El
invierno de 1986-87 fue particularmente crudo en el norte de Italia. En Módena,
la primera nevada fue el 12 de diciembre y la última, el 16 de marzo. Todavía
había nieve en Semana Santa.
Llegamos
del fin de año en España apenas a tiempo para salvarnos de una nevada de tres
días, que puso muy contento a Raymundo, porque por fin podría salir a jugar con
una buena cantidad de nieve. Lo llevé a dar una vuelta al parque que está en
Viale dei Caduti in Guerra y allí se encontró a un niño un poco más grande que
él. La reacción de ambos fue inmediata: hacer bolas de nieve y lanzárselas
mutuamente, entre risas. No recuerdo que hayan cruzado una sola palabra, pero
es evidente que en esos momentos eran felices.
Quien
sufría bastante con la nieve en el patio era el perro Black, que no se podía
acomodar en su casita: Alguna vez le dimos asilo en nuestro departamento
improvisado, acompañado de una cazuela de arroz con frijoles, que devoraba. Eso
permitió que el perrazo –que tenía dos demandas legales por atacar gente- se
hiciera muy amigo de los niños. Hay una escena que recuerdo muy bien. En el
patio, Black tiene un hueso que mordisquea alegremente, llega Camilo y se lo
quita de la boca, el perro se deja y se pone a lamer el hueso, delicadamente,
ante la mirada sorprendida de don Nino.
Cuando
la nieve se convertía en hielo, caminar por las calles se volvía complicado. Una
mañana de domingo fui por el periódico y un café. Me caí dos veces de ida, y
otra de regreso con el café en la mano, derramándolo. Tuve que regresar al bar
y tomármelo ahí, no fuera a haber otro accidente.
Aprendí
a manejar con nieve, que no es tan difícil, si uno va a velocidad prudente y
aplica los frenos con la fuerza indicada. Una vez fuimos, con Claudio, a dar un
rol por la montaña y dejé el auto en la cuneta de la carretera vecinal. Al
regreso de nuestra caminata, la nieve alrededor del auto se había derretido y
convertido en un lodazal que impedía arrancar el coche.
-Vamos
a buscar un campesino que nos ayude –dijo Claudio, y recalamos en la primera
casa.
Yo
esperaba que el hombre sacara un tractor para jalar el auto. Pero no. Sacó un
BMW. Cosas del primer mundo
El 31
de enero, día de San Gemignano, santo patrón de Módena, fuimos a la feria que
se instalaba en el Centro Histórico. Más que otra cosa, se vendía comida típica
de Emilia-Romagna, muy rica y a buen precio. A Patricia se le ocurrió ir con
unas botas normales de ciudad mexicana, sin percatarse de que eran protección
insuficiente para caminar sobre baldosas congeladas. Al regreso me dijo que no
sentía los dedos de los pies. Efectivamente varios de ellos estaban azulados.
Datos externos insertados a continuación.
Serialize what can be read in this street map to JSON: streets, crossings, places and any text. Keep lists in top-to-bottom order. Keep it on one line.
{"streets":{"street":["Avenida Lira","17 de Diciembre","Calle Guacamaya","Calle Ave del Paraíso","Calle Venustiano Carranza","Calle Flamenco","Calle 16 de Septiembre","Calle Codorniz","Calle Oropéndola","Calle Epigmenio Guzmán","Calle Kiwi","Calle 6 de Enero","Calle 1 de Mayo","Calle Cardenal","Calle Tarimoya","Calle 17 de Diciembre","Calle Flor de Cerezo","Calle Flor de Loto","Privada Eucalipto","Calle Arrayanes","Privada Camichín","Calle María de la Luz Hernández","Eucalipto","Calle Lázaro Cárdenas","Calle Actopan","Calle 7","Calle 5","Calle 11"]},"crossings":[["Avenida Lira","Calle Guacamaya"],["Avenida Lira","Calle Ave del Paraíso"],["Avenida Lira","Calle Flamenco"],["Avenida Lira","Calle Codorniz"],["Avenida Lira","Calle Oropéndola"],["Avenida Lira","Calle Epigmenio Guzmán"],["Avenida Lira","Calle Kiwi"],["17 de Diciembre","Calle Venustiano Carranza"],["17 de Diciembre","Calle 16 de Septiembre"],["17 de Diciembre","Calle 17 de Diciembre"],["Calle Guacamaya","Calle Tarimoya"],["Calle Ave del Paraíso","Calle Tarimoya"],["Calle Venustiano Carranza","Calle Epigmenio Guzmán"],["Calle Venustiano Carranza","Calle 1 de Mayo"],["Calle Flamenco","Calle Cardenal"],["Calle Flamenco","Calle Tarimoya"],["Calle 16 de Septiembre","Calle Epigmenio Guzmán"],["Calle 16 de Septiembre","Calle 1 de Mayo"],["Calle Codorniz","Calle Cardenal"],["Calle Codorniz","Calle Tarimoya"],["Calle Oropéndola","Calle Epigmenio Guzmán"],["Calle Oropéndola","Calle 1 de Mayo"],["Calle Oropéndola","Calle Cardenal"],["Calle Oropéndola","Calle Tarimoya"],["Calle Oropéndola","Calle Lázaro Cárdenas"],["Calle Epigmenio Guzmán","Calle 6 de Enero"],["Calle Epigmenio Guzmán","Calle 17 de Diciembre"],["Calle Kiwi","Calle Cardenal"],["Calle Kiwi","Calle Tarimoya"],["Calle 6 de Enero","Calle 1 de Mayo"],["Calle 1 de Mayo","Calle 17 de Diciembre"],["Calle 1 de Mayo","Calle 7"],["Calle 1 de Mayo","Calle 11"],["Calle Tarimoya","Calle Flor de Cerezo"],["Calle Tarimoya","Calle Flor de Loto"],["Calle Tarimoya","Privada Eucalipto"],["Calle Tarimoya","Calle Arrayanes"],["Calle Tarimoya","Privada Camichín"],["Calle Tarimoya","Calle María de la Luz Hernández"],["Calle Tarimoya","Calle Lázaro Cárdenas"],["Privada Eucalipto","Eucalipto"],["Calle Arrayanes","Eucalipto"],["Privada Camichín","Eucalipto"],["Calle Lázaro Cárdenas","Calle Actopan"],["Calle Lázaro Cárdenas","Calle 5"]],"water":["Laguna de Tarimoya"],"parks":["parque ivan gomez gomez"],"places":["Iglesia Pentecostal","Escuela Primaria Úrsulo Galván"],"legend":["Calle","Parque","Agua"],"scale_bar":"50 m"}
De inmediato se metió a una ducha calientísima.
Las cascadas
congeladas
Un
sábado, Paolo y Anna nos invitaron a la montaña a ver las cascadas congeladas
que se formaban en los arroyos de los Apeninos. Patricia prefirió quedarse a
descansar, así que fuimos los niños y yo, la pareja amiga y el perro Black (que
Paolo, en su pésimo pero esforzado inglés, llamaba Bleck).
El
pastor alemán correteaba feliz en la nieve, y nosotros caminamos por el dique
que contenía un canal de riego, antes de emprender una breve escalada, hecha
dificultosa por la nieve que nos alcanzaba a media pantorrilla. Yo, toda la
subida iba cargando a Camilo en la cangurera. El pequeño abría los ojotes, impresionado
por lo que veía, y a cada paso pesaba más. Rayo, en tanto, correteaba con tanta
alegría como Black.
Finalmente
llegamos a la zona de las cascadas congeladas, todas pequeñas, menores a dos
metros, distantes una veintena de pasos una de la otra. Para uno que es
relativamente tropical resulta maravilloso, casi mágico, ver el agua detenida
en su caída: el flujo convertido en estatua natural efímera. Sé que a Raymundo
lo impresionó porque es de lo poco que recuerda de aquel año.
De
regreso –es decir, de bajada- que se rompe la cangurera con la que cargaba a
Camilito. Paolo se compadeció de mí, que estaba exhausto, y lo llevó en hombros
hasta regresar a donde habíamos estacionado nuestro vehículo.
Otros
fríos
Yo
había insistido en buscar departamento –aferrado a la cada vez más dudosa,
debido a la reticencia de Patricia de buscar un trabajo, posibilidad de que nos
quedáramos más allá del año en Italia- y Anna supo de una señora, de nombre
Ombretta, que rentaba uno en Modena Est, cerca de donde había vivido yo en mis
tiempos de estudiante.
Hice la
cita con la señora un día de nevada (mismo en que me dí cuenta que la chamarra
que me traje desde México no era la más calientita). Vimos el departamento, que
rentaríamos por seis meses, en principio. Estaba bien, pero pronto advertí que
la mujer quería aprovecharse de nuestra condición de extranjeros cuando puso
condiciones leoninas, tras enterarse de que había dos niños, y no uno, en la
familia. Concluí que era una racista y no acepté.
De
regreso, platiqué con don Nino, el papá de Anna, para convenir en que nos quedaríamos allí hasta
el verano. El hombre, que era un caballero y se había encariñado con mis hijos,
quedó muy complacido.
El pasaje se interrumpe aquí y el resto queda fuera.